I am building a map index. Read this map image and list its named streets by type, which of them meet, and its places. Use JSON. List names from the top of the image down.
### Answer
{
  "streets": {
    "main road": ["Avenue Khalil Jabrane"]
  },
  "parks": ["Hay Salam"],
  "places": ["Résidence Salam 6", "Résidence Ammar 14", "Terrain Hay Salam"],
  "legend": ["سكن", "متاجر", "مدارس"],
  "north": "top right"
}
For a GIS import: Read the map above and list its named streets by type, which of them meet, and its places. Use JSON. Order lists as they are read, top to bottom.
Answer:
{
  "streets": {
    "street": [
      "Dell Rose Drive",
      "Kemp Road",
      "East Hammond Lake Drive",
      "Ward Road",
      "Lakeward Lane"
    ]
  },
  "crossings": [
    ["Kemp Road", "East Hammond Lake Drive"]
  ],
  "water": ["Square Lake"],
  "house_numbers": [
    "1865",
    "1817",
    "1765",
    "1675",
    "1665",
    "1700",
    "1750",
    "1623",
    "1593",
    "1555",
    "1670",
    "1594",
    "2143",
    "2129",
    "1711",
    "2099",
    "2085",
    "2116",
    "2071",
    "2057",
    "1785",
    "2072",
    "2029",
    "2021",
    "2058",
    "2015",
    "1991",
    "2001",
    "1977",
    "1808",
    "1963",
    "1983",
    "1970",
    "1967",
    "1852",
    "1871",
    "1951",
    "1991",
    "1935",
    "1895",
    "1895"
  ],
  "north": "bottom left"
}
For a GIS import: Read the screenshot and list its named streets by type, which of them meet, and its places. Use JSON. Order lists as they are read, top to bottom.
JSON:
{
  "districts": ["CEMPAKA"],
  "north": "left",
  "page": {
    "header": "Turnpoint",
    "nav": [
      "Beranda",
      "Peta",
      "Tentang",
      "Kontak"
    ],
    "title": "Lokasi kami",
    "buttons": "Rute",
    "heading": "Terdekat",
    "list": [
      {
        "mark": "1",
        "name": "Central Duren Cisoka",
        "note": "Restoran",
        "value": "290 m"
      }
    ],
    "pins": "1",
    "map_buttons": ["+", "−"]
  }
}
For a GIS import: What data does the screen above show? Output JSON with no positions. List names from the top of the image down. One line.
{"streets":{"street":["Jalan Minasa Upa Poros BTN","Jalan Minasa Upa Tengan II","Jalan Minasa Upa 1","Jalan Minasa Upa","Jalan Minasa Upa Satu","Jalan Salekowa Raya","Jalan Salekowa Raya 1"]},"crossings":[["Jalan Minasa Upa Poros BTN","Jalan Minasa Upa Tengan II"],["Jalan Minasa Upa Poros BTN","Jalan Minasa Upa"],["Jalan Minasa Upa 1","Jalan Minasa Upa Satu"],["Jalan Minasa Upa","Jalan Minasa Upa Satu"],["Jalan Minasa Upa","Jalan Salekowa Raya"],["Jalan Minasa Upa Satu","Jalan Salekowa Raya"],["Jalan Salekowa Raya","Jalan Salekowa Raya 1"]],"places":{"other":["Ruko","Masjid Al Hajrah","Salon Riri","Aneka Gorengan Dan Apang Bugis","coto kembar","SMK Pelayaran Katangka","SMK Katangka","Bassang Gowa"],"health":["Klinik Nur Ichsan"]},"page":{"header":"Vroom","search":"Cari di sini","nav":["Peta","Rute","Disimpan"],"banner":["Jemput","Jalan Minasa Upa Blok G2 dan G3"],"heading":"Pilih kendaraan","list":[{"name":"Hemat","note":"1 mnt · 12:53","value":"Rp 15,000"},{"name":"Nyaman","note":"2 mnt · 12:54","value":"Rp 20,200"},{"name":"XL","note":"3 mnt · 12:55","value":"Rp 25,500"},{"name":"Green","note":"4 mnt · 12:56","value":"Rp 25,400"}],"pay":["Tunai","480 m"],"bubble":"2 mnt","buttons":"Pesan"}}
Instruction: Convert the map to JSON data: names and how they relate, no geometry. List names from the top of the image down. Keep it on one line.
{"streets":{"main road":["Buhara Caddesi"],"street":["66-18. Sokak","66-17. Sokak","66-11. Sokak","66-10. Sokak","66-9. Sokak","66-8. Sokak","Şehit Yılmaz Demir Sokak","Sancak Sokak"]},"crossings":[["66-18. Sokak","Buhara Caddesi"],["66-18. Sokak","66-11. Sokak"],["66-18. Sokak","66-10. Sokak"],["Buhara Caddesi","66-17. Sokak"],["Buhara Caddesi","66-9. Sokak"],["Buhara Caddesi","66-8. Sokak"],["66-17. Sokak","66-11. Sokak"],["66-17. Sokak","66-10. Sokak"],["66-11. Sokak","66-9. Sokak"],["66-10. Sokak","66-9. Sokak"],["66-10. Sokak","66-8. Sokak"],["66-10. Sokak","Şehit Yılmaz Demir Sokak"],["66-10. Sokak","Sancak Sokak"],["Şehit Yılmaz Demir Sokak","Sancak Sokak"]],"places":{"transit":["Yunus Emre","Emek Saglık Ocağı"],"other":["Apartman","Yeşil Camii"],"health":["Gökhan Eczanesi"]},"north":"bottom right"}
::::::::::
→ **WORK INSTRUCTION**
Please go line by line through the records above, copying each one that holds the string "Order".

→ **SOLUTION FOR THIS PROBLEM**
For a GIS import: Read the map above and list its named streets by type, which of them meet, and its places. Use JSON. Order lists as they are read, top to bottom.
For a GIS import: Read the screenshot and list its named streets by type, which of them meet, and its places. Use JSON. Order lists as they are read, top to bottom.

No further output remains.